(Your assignment): Return every line of the records, exact and in full, until you have returned the line with "position:absolute; left:12px; bottom:10px;", and include none of the pictures.

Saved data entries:
★ ★ ★ ★ ★

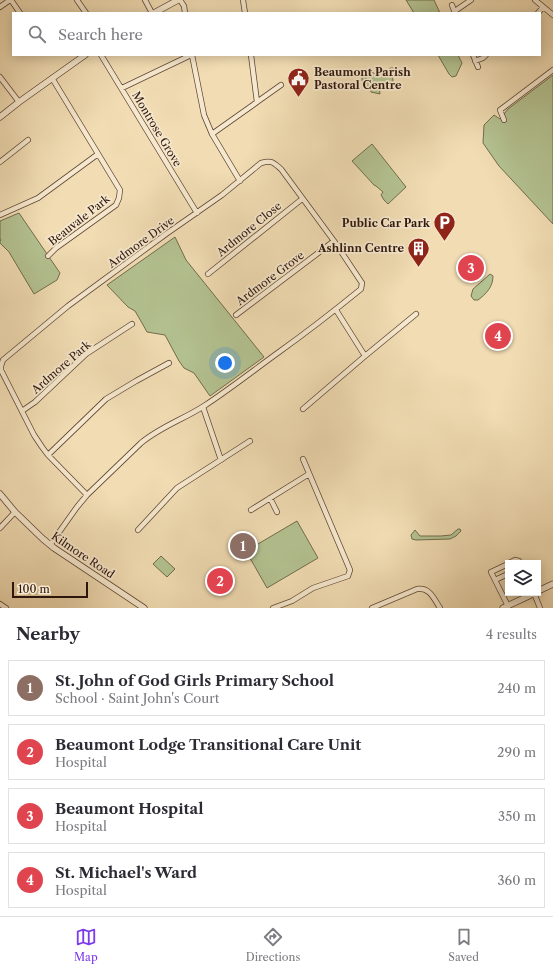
<!DOCTYPE html>
<html lang="en">
<head>
<meta charset="utf-8">
<style>
	:root { --surface:#fff; --page:#f2f2f3; --text:#2b2b33; --muted:#7c7c81; --line:#e1e1e2; --accent:#7c3aed }
	body { margin:0; font-family:"Libre Caslon Text",serif; background:var(--page); color:var(--text) }
	.controls { position:absolute; right:12px; bottom:12px; display:grid; overflow:hidden; border-radius:0px; box-shadow:0 2px 10px #0003 }
	.controls button { width:36px; height:36px; display:grid; place-items:center; padding:0; border:0; border-bottom:1px solid var(--line); background:var(--surface); color:var(--text); font:20px sans-serif }
	.scale { position:absolute; left:12px; bottom:10px; width:76px; box-sizing:border-box; padding-left:4px; border:2px solid #2e160c; border-top:0; font-size:11px; line-height:14px; white-space:nowrap; color:#2e160c; -webkit-text-stroke:3px #f6e8ce; paint-order:stroke }
	.you { position:absolute; left:225px; top:363px; width:14px; height:14px; margin:-10px; border:3px solid #fff; border-radius:50%; background:#1a73e8; box-shadow:0 0 0 6px #1a73e833 }
	.badge { display:grid; place-items:center; width:26px; height:26px; border-radius:50%; background:var(--accent); color:#fff; font-size:13px; font-weight:700 }
	.pin { position:absolute; translate:-50% -50%; border:2px solid #fff; box-shadow:0 1px 4px #0006 }
	.list { margin:0; padding:0; list-style:none }
	h2 { display:flex; justify-content:space-between; align-items:center; height:52px; margin:0; padding:0 16px; font-size:17px }
	h2 small { font-size:13px; font-weight:400; color:var(--muted) }
	.list li { display:grid; grid-template-columns:26px 1fr auto; gap:12px; align-items:center; box-sizing:border-box; height:56px; margin:0 8px 8px; padding:0 8px; border:1px solid var(--line); border-radius:0px }
	.list b { display:block; font-size:15px; white-space:nowrap }
	.list p { margin:0; font-size:13px; white-space:nowrap; color:var(--muted) }
	.list em { font-size:13px; font-style:normal; color:var(--muted) }
	.icon { flex:none; width:22px; height:22px; fill:none; stroke:currentColor; stroke-width:2; stroke-linecap:round; stroke-linejoin:round }
	.map { position:relative; flex:none; width:553px; height:608px; overflow:hidden }
	.search { position:absolute; background:var(--surface); box-shadow:0 2px 10px #0003; left:12px; right:12px; top:12px; height:44px; display:flex; align-items:center; gap:10px; box-sizing:border-box; padding:0 14px; border-radius:0px; color:var(--muted); font-size:15px }
	.sheet { height:308px; background:var(--surface) }
	nav { display:flex; justify-content:space-around; align-items:center; box-sizing:border-box; height:56px; border-top:1px solid var(--line); background:var(--surface); font-size:11px; color:var(--muted) }
	nav a { display:grid; justify-items:center; gap:2px }
	nav .on { color:var(--accent) }
	.map>svg:first-child { display:block }
	.green { fill:#b4c291; stroke:#716c4e }
	.lines { fill:none; stroke-linecap:round; stroke-linejoin:round }
	.minor-casing { stroke:#5f4836; stroke-width:6 }
	.tertiary-casing { stroke:#5f4836; stroke-width:7 }
	.minor { stroke:#f6e8ce; stroke-width:4.5 }
	.tertiary { stroke:#f6e8ce; stroke-width:5.5 }
	.labels { text-anchor:middle; dominant-baseline:central; stroke-width:3.5; stroke-linejoin:round; paint-order:stroke }
	.poi-label { font-size:11px; font-weight:bold; fill:#2e160c; stroke:#f6e8ce; text-anchor:end }
	.street-label { font-size:11px; fill:#2e160c; stroke:#f6e8ce }
</style>
</head>
<body>
<div class="map">
<svg width="553" height="608" viewBox="0 0 553 608">
	<rect width="100%" height="100%" fill="#f1dcb3"/>
	<filter id="stains"><feTurbulence type="fractalNoise" baseFrequency=".005" numOctaves="4"/><feColorMatrix values="0 0 0 0 .2 0 0 0 0 .09 0 0 0 0 .02 0 0 0 .5 -.17"/></filter>
	<radialGradient id="worn" r=".72"><stop offset=".6" stop-color="#630" stop-opacity="0"/><stop offset="1" stop-color="#630" stop-opacity=".3"/></radialGradient>
	<path class="green" d="M406,0H434L440,13H414Z
		M438,55H458L462,63L456,76L452,77L449,74Z
		M390,68H395L398,72L396,75L392,76L393,80L392,85L385,87L381,82L379,85L380,94L371,92L370,89H364V87L365,84L362,81V77L365,74L366,81L368,74L372,72L378,76L384,73H388L389,69Z
		M553,75V224L499,166L483,143L484,125L494,115L500,119L508,109Z
		M372,144L406,187L388,204L384,200L381,195L383,192L376,186L374,185L352,161Z
		M19,213L60,273L57,280L34,294L9,252L0,243V241L1,240L0,238V221Z
		M175,237L186,260L264,357L210,396L194,373L184,368L179,361L165,335L147,332L142,323L135,311L128,307L107,285Z
		M490,274L493,276C493,287 486,294 478,300H474L471,296L473,289Z
		M297,521L318,558L267,588L246,551Z
		M458,529H460L461,531L456,536L450,539L416,540L412,539L411,535L415,530L420,536H441L451,535Z
		M161,556L175,569L167,577L153,564Z"/>
	<g class="lines">
		<defs>
			<path id="minor" d="M11,0L20,13
				M77,0L86,13
				M145,0L152,13
				M180,0L184,6L185,13
				M243,0L245,13
				M535,0L553,15
				M452,5L455,13
				M0,7L10,0
				M455,11L471,0
				M538,13L543,7
				M101,55L197,213
				M192,55L204,115L212,134L240,181
				M251,55L257,102
				M473,55L478,67
				M475,61L483,58L486,55
				M0,77L19,102
				M122,88L191,55
				M504,120L500,110L553,70
				M212,134L253,105L257,102L281,85
				M0,162L28,140
				M0,215L38,198L98,154
				M48,256L56,248L116,205L119,198L120,190L52,78
				M208,274L302,199
				M336,310L365,356
				M236,315L334,241
				M203,407L221,460
				M303,409L365,356L416,314
				M22,411L35,402L86,354L132,324
				M48,455L106,399L136,381L169,363
				M270,498L277,512
				M251,510L309,474
				M0,528L15,512
				M138,530L177,488L250,441
				M50,545L77,507L87,495L141,443C160,427 184,419 204,406C230,389 254,370 279,352C307,332 334,311 361,289L362,283L334,241L281,169C273,162 272,160 261,163L222,195L166,234L68,306L3,360L1,366V370L34,435L42,447L48,455L87,495
				M509,563L515,560L519,561L520,563
				M508,564L491,572L508,606
				M495,580L508,574
				M534,593L540,608
				M0,604L6,608
				M273,608L292,601L313,588L348,576L350,570L303,459
				M372,608L417,589C430,587 434,599 440,608"/>
			<path id="tertiary" d="M154,13L178,0
				M0,117L19,102L85,55
				M0,494L15,512L43,539L54,548L144,608
				M538,591L553,584
				M503,608L535,593"/>
		</defs>
		<use href="#minor" class="minor-casing"/>
		<use href="#tertiary" class="tertiary-casing"/>
		<use href="#minor" class="minor"/>
		<use href="#tertiary" class="tertiary"/>
	</g>
	<defs>
		<symbol id="civic-pin" viewBox="-11 -11 22 30"><path d="M0 17L-7.5 6A9.5 9.5 0 1 1 7.5 6Z" fill="#8f2418" stroke="#f6e8ce"/><path d="M-.6-6.5H3V-4.5H.6V-3L4-1V1h2V6H-6V1h2V-1L-.6-3ZM-1.2 2.5V6h2.4V2.5Z" fill="#fff"/></symbol>
		<symbol id="parking-pin" viewBox="-11 -11 22 30"><path d="M0 17L-7.5 6A9.5 9.5 0 1 1 7.5 6Z" fill="#8f2418" stroke="#f6e8ce"/><path d="M-3.5-5.5H1a3.5 3.5 0 0 1 0 7H-1V5.5H-3.5ZM-1-3.4V-.6H.8a1.4 1.4 0 0 0 0-2.8Z" fill="#fff"/></symbol>
		<symbol id="building-pin" viewBox="-11 -11 22 30"><path d="M0 17L-7.5 6A9.5 9.5 0 1 1 7.5 6Z" fill="#8f2418" stroke="#f6e8ce"/><path d="M-4-6H4V6H1V3H-1V6H-4ZM-2.5-4.3h1.7v1.8h-1.7ZM.8-4.3h1.7v1.8H.8ZM-2.5-1h1.7V.8h-1.7ZM.8-1h1.7V.8H.8Z" fill="#fff"/></symbol>
	</defs>
	<g fill-rule="evenodd">
		<use href="#civic-pin" x="286" y="66" width="25" height="34"/>
		<use href="#parking-pin" x="432" y="210" width="25" height="34"/>
		<use href="#building-pin" x="406" y="236" width="25" height="34"/>
	</g>
	<g class="labels">
		<g class="poi-label">
			<text x="314" y="72" text-anchor="start">Beaumont Parish<tspan x="314" dy="13">Pastoral Centre</tspan></text>
			<text x="430" y="223">Public Car Park</text>
			<text x="404" y="248">Ashlinn Centre</text>
		</g>
		<g class="street-label">
			<text transform="translate(157 129) rotate(59)">Montrose Grove</text>
			<text transform="translate(79 220) rotate(-38)">Beauvale Park</text>
			<text transform="translate(249 229) rotate(-39)">Ardmore Close</text>
			<text transform="translate(141 242) rotate(-36)">Ardmore Drive</text>
			<text transform="translate(270 278) rotate(-37)">Ardmore Grove</text>
			<text transform="translate(61 367) rotate(-41)">Ardmore Park</text>
			<text transform="translate(83 555) rotate(34)">Kilmore Road</text>
		</g>
	</g>
	<rect width="100%" height="100%" filter="url(#stains)"/>
	<rect width="100%" height="100%" fill="url(#worn)"/>
</svg>
<div class="controls">
<button><svg class="icon" aria-label="layers" viewBox="0 0 24 24"><path d="M12 4l9 5-9 5-9-5zM3 14l9 5 9-5"/></svg></button>
</div>
<div class="scale">100 m</div>
<div class="you"></div>
<div class="pin badge" style="left:243px;top:546px;background:#8d6e63">1</div>
<div class="pin badge" style="left:220px;top:581px;background:#e0444e">2</div>
<div class="pin badge" style="left:471px;top:268px;background:#e0444e">3</div>
<div class="pin badge" style="left:498px;top:336px;background:#e0444e">4</div>
<div class="search"><svg class="icon" aria-label="search" viewBox="0 0 24 24"><circle cx="10" cy="10" r="6"/><path d="M15 15l6 6"/></svg>Search here</div>
</div>
<section class="sheet">
<h2>Nearby<small>4 results</small></h2>
<ul class="list">
<li><span class="badge" style="background:#8d6e63">1</span><div><b>St. John of God Girls Primary School</b><p>School · Saint John's Court</p></div><em>240 m</em></li>
<li><span class="badge" style="background:#e0444e">2</span><div><b>Beaumont Lodge Transitional Care Unit</b><p>Hospital</p></div><em>290 m</em></li>
<li><span class="badge" style="background:#e0444e">3</span><div><b>Beaumont Hospital</b><p>Hospital</p></div><em>350 m</em></li>
<li><span class="badge" style="background:#e0444e">4</span><div><b>St. Michael's Ward</b><p>Hospital</p></div><em>360 m</em></li>
</ul>
</section>
<nav>
<a class="on"><svg class="icon" aria-label="map" viewBox="0 0 24 24"><path d="M3 6l6-2 6 2 6-2v14l-6 2-6-2-6 2zM9 4v14M15 6v14"/></svg>Map</a>
<a><svg class="icon" aria-label="directions" viewBox="0 0 24 24"><path d="M12 3l9 9-9 9-9-9zM9 14v-3h6M13 9l2 2-2 2"/></svg>Directions</a>
<a><svg class="icon" aria-label="saved" viewBox="0 0 24 24"><path d="M7 4h10v16l-5-4-5 4z"/></svg>Saved</a>
</nav>
</body>
</html>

★ ★ ★ ★ ★

(Response):
<!DOCTYPE html>
<html lang="en">
<head>
<meta charset="utf-8">
<style>
	:root { --surface:#fff; --page:#f2f2f3; --text:#2b2b33; --muted:#7c7c81; --line:#e1e1e2; --accent:#7c3aed }
	body { margin:0; font-family:"Libre Caslon Text",serif; background:var(--page); color:var(--text) }
	.controls { position:absolute; right:12px; bottom:12px; display:grid; overflow:hidden; border-radius:0px; box-shadow:0 2px 10px #0003 }
	.controls button { width:36px; height:36px; display:grid; place-items:center; padding:0; border:0; border-bottom:1px solid var(--line); background:var(--surface); color:var(--text); font:20px sans-serif }
	.scale { position:absolute; left:12px; bottom:10px; width:76px; box-sizing:border-box; padding-left:4px; border:2px solid #2e160c; border-top:0; font-size:11px; line-height:14px; white-space:nowrap; color:#2e160c; -webkit-text-stroke:3px #f6e8ce; paint-order:stroke }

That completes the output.